DENVER — Two Colorado legislators are seeking to pass a bill in Colorado legislature that hopes to limit the so-called degradation of persons here illegally.
Democratic State Rep. Susan Lontine and Democratic State Sen. Julie Gonzales are the primary, and only, sponsors of House Bill 20-1294. If passed, the bill would replace the term “illegal alien” with “undocumented immigrant” in all public service contracts.
The legislation was introduced Feb. 12 and was assigned to the Committee on State, Veterans and Military Affairs. The bill, seeking advancement to the Committee of the Whole, will be voted upon in committee 1:30 p.m. Thursday.
In an interview with the New York Times, Lontine said HB20-1294 was inspired by a friend offended by the use of the term at a job training.

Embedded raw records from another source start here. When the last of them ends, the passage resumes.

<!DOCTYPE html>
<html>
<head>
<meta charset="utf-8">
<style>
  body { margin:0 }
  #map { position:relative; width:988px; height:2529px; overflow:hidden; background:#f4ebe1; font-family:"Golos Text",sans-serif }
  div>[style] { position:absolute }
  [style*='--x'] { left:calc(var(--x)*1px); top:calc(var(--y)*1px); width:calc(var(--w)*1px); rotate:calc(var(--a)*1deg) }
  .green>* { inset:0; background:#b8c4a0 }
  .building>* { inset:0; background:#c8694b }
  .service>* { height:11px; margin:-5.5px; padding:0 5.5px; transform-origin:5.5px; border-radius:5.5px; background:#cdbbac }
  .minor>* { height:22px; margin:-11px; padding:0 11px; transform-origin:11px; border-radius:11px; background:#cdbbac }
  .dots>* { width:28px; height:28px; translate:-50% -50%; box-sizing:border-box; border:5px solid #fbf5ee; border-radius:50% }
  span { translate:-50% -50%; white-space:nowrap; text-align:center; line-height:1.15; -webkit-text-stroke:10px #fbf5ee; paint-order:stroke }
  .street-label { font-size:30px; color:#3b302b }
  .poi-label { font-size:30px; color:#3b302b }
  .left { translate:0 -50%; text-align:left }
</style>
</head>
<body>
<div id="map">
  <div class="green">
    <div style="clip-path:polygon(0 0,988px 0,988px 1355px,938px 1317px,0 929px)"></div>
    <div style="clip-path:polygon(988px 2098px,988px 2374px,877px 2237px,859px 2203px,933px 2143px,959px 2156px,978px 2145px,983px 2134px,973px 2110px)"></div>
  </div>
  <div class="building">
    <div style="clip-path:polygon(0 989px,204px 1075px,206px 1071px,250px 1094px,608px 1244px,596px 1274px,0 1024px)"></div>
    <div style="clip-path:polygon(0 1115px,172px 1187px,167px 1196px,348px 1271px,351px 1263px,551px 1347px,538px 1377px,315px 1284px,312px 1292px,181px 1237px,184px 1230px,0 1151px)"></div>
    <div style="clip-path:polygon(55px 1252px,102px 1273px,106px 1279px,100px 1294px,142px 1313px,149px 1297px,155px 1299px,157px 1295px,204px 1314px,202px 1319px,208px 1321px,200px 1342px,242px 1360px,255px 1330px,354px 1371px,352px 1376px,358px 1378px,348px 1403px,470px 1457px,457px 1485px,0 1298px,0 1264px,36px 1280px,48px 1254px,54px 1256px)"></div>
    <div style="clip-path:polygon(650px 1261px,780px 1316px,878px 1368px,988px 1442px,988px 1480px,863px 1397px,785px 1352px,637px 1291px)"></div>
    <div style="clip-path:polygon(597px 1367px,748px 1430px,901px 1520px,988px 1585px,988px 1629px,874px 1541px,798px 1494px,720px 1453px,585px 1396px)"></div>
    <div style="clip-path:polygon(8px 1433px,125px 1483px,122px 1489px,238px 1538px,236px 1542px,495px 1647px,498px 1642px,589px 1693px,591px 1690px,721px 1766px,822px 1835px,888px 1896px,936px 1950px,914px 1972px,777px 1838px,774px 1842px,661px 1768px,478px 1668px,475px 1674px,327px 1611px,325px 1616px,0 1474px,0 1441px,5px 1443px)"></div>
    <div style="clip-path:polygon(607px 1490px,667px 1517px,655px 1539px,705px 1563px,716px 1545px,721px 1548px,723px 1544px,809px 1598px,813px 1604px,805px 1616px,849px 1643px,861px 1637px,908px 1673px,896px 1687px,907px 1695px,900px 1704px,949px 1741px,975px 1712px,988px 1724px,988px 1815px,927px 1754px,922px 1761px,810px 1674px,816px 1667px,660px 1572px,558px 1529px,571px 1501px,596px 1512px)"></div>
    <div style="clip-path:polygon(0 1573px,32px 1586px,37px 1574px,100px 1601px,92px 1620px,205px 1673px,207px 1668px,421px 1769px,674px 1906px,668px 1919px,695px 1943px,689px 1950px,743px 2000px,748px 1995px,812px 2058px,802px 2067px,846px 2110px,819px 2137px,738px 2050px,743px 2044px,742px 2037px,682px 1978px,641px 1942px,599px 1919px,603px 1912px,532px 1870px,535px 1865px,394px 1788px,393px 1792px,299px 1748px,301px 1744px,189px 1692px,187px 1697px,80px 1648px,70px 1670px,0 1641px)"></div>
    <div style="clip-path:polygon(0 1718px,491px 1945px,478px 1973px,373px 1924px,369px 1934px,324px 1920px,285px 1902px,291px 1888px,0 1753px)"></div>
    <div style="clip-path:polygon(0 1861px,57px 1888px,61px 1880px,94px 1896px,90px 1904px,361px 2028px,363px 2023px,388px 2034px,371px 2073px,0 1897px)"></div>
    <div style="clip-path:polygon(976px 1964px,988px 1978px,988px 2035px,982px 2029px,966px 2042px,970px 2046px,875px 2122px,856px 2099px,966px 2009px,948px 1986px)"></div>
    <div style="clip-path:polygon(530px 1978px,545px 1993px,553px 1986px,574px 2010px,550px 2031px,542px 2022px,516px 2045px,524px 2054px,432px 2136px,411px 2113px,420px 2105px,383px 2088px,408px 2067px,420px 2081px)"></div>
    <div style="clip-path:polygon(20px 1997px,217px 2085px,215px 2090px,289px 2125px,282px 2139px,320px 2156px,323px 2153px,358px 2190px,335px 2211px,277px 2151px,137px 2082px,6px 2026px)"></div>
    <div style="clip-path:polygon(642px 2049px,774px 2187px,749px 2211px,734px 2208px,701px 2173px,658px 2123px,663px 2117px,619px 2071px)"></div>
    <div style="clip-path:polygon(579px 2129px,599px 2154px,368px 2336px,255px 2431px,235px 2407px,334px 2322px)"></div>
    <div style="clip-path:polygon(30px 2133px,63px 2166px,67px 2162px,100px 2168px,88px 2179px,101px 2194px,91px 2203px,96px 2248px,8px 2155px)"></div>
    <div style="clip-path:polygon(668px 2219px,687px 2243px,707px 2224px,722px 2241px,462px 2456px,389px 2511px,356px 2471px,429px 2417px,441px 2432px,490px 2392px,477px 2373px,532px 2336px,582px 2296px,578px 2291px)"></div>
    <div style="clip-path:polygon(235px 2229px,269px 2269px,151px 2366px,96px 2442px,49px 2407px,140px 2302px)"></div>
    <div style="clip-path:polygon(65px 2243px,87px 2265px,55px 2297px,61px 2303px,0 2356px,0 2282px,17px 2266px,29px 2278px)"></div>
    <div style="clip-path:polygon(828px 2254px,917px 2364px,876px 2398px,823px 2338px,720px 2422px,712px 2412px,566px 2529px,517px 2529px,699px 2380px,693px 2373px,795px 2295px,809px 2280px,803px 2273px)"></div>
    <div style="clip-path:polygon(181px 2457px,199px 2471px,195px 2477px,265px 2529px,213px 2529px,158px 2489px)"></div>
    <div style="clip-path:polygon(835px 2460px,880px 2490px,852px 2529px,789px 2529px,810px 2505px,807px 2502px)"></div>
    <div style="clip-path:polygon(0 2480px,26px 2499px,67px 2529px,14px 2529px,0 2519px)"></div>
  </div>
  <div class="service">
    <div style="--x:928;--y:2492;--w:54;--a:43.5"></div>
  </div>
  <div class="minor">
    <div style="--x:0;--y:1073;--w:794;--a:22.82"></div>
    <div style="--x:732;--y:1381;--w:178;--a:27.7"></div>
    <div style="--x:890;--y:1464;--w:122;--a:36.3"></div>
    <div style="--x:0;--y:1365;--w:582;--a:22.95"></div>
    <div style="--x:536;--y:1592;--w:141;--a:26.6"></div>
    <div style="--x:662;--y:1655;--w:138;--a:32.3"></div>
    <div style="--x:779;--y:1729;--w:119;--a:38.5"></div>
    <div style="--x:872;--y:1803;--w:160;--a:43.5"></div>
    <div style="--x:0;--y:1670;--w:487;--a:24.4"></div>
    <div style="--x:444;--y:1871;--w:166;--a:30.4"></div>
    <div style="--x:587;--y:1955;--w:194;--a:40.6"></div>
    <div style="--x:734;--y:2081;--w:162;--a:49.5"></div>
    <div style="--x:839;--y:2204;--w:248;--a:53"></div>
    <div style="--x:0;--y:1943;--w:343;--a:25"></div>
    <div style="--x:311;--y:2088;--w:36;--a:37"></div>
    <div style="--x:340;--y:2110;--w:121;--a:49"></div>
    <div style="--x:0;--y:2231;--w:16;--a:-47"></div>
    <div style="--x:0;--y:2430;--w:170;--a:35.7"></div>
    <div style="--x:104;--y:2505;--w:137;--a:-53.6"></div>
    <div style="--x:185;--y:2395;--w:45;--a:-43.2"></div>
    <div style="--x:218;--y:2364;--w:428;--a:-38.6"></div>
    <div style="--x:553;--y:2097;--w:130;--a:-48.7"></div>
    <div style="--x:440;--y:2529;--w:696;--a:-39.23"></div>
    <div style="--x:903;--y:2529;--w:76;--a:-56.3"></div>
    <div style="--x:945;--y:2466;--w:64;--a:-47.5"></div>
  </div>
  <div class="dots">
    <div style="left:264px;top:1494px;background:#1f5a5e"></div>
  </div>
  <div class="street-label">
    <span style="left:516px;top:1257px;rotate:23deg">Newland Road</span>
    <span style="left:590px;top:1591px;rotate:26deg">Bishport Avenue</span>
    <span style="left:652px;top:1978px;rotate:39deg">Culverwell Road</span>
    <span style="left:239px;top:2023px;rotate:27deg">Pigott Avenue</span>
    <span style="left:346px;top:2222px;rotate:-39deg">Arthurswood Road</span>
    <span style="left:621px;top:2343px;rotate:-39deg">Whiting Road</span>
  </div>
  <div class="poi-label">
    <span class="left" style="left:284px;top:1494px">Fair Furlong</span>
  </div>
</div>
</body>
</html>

“She goes: ‘Why are you using that? That’s an awful term',” she said.
Currently, the Department of Homeland Security defines “alien” as “any person not a citizen or national of the United States.”
The introduction of HB20-1294 comes after New York City in September 2019 made it illegal to threaten someone with a call to immigration authorities; to refer to them as an “illegal alien” with what the city says is the “intent to demean, humiliate or harass a person"; or to harass someone for their English-speaking capabilities.
If the law is broken, perpetrators can face fines of up to $250,000, as outlined by New York City’s Commission on Human Rights.
California also did away with the term “alien” in its state labor code in 2015.
The banning of the term in New York City came after former Attorney General Jeff Sessions called for “illegal aliens” to be the official term referencing those here illegally, rather than “undocumented immigrants.” The instruction was directed at U.S. attorneys in 2018.
The Justice Department elaborated in an email, writing that "the word 'undocumented' is not based in U.S. code, and should not be used to describe someone's illegal presence in the country."
Opposition to the abolishment of the term argues that “undocumented immigrant” is made up, meant to “obscure the fact that such aliens have violated U.S. immigration law,” as written by the Heritage Foundation’s Hans von Spakovsky.
Spakovsky added the term is inaccurate and overly politically correct.
Lontine emphasized the importance and weight of language, indicating that the use of the word “alien” is degrading in a tweet she posted Tuesday.
If signed into law by Gov. Jared Polis, the ban of the term will be implemented at 12:01 a.m. Aug. 5, 2020, assuming the General Assembly adjourns on time.